***** THE INPUT
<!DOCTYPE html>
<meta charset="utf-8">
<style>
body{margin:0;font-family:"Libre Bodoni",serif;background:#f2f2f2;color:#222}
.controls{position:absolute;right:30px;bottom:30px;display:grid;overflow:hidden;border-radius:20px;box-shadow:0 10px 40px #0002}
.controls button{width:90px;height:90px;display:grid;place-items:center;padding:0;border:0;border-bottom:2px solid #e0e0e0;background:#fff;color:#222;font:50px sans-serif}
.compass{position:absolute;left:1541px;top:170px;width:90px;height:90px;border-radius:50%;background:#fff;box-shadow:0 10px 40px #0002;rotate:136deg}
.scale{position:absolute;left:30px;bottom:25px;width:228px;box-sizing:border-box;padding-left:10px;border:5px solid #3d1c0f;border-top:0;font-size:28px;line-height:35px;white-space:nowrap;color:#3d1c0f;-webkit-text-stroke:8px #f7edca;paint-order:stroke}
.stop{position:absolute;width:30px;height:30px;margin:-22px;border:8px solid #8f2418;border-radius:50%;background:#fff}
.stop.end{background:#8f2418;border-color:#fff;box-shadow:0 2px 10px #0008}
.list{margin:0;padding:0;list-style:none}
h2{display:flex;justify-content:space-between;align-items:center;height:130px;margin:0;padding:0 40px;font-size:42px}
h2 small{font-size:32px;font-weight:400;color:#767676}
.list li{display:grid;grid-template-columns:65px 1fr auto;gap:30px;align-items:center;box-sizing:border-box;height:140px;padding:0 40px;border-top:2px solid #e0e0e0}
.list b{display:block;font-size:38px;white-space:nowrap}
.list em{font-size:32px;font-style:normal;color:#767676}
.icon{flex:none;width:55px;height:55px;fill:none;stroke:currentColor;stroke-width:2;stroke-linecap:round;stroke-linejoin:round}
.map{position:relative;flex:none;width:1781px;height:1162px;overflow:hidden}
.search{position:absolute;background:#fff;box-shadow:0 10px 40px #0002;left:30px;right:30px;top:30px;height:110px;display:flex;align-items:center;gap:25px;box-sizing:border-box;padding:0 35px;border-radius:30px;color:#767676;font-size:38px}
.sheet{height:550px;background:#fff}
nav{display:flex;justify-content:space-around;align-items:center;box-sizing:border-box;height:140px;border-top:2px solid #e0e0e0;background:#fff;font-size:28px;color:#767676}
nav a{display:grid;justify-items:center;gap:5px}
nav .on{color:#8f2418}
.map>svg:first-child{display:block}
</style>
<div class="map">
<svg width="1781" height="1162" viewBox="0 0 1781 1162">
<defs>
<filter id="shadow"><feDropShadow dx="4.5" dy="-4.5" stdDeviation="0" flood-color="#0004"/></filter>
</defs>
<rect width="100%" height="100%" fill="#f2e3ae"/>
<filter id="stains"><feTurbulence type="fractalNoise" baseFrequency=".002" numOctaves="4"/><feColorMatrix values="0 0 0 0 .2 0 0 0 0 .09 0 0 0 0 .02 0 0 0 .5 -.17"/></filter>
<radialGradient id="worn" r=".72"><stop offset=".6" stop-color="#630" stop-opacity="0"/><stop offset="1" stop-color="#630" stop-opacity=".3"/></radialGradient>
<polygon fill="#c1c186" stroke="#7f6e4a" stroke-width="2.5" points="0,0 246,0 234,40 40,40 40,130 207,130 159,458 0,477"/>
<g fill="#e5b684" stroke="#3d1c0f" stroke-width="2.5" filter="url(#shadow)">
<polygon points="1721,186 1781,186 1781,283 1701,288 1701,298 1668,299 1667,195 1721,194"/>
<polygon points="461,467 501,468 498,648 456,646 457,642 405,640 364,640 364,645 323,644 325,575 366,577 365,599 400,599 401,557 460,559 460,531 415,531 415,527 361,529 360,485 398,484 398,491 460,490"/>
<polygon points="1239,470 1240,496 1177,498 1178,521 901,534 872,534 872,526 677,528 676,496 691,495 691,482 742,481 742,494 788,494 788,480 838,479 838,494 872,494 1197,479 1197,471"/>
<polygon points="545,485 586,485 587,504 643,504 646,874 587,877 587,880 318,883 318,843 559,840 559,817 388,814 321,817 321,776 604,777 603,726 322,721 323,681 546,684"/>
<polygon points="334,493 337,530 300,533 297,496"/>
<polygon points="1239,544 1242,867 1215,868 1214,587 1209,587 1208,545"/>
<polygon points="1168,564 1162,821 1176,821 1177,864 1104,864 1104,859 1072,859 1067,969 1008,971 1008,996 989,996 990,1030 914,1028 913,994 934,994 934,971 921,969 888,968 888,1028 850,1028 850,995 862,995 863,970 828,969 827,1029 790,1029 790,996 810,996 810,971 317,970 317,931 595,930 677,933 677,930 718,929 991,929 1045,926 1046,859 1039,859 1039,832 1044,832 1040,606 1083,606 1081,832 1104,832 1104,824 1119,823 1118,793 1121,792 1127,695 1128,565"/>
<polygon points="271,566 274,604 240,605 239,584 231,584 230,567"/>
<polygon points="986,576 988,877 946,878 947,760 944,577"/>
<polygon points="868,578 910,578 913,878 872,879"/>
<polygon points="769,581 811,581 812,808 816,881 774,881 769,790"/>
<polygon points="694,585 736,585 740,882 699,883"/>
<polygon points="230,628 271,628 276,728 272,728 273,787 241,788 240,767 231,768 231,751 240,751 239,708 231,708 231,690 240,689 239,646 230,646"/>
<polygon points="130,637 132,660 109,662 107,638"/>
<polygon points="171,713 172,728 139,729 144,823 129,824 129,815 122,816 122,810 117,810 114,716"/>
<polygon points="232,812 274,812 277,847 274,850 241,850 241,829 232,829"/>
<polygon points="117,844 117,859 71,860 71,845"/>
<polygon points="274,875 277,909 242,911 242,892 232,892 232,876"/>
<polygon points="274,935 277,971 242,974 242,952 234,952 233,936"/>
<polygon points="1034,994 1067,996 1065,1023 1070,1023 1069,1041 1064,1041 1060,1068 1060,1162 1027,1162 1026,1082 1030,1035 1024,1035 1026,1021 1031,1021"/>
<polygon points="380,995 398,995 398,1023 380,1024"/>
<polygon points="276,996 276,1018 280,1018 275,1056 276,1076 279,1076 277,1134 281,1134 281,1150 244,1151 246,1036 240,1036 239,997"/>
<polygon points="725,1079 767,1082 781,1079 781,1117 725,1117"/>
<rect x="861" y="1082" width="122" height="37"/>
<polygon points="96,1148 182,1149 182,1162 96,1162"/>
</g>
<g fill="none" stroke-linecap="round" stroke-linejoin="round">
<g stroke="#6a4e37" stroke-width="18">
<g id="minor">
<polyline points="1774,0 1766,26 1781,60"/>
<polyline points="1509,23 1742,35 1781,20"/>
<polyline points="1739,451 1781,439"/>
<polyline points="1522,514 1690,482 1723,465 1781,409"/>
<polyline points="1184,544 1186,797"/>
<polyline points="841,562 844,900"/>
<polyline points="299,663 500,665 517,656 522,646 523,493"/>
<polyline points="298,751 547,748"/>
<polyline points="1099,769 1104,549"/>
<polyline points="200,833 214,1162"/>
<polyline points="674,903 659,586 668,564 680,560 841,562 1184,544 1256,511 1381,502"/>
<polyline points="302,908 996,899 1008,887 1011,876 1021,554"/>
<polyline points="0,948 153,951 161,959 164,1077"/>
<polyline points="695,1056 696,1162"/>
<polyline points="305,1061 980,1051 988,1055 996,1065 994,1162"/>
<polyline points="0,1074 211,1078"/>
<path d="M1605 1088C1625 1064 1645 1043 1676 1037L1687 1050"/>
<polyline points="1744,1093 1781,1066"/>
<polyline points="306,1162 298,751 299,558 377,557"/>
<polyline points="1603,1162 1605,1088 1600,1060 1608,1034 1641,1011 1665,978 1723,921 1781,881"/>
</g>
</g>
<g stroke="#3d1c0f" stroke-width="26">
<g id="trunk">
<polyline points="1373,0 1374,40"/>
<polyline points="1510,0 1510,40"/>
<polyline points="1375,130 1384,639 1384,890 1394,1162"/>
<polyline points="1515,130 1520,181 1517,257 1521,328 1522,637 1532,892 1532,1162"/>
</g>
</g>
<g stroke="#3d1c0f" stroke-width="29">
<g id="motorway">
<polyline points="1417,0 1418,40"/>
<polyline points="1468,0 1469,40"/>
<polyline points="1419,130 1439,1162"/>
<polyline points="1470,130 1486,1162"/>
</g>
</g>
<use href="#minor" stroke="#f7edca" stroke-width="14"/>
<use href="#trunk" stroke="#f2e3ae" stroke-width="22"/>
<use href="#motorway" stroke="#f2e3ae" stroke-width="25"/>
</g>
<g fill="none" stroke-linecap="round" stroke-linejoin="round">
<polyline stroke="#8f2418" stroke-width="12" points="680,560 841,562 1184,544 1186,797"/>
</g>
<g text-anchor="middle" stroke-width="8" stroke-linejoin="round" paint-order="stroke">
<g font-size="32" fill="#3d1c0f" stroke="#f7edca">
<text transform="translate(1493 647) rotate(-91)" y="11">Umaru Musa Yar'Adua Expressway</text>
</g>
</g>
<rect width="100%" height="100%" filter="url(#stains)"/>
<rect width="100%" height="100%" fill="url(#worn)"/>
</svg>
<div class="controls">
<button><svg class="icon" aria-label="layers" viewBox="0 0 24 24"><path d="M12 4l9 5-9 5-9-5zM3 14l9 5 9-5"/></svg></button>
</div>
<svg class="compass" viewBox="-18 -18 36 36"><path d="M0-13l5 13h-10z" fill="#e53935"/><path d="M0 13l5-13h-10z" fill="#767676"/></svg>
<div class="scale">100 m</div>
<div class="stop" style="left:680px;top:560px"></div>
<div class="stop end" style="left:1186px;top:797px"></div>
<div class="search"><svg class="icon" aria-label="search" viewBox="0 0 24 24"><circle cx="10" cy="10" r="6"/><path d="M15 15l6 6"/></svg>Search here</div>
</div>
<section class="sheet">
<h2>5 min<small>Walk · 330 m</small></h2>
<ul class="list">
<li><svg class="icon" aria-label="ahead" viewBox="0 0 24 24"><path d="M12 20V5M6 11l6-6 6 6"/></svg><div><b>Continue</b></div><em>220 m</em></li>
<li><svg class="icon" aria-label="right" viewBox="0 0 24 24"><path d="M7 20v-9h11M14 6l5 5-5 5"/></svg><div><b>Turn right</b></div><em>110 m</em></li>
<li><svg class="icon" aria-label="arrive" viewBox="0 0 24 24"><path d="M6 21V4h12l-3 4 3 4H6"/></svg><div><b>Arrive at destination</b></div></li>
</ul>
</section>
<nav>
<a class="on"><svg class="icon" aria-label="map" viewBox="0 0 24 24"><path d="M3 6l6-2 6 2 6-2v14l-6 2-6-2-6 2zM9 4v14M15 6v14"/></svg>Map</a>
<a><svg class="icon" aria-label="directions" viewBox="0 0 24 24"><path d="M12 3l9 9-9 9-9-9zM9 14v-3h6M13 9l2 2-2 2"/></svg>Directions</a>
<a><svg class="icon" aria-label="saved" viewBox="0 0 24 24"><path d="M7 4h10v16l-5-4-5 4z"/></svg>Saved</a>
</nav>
**********
> **YOUR GOAL**
Return only the count of lines in the records that hold the word "nowrap".

> **RESULT FOR THIS EXERCISE**
2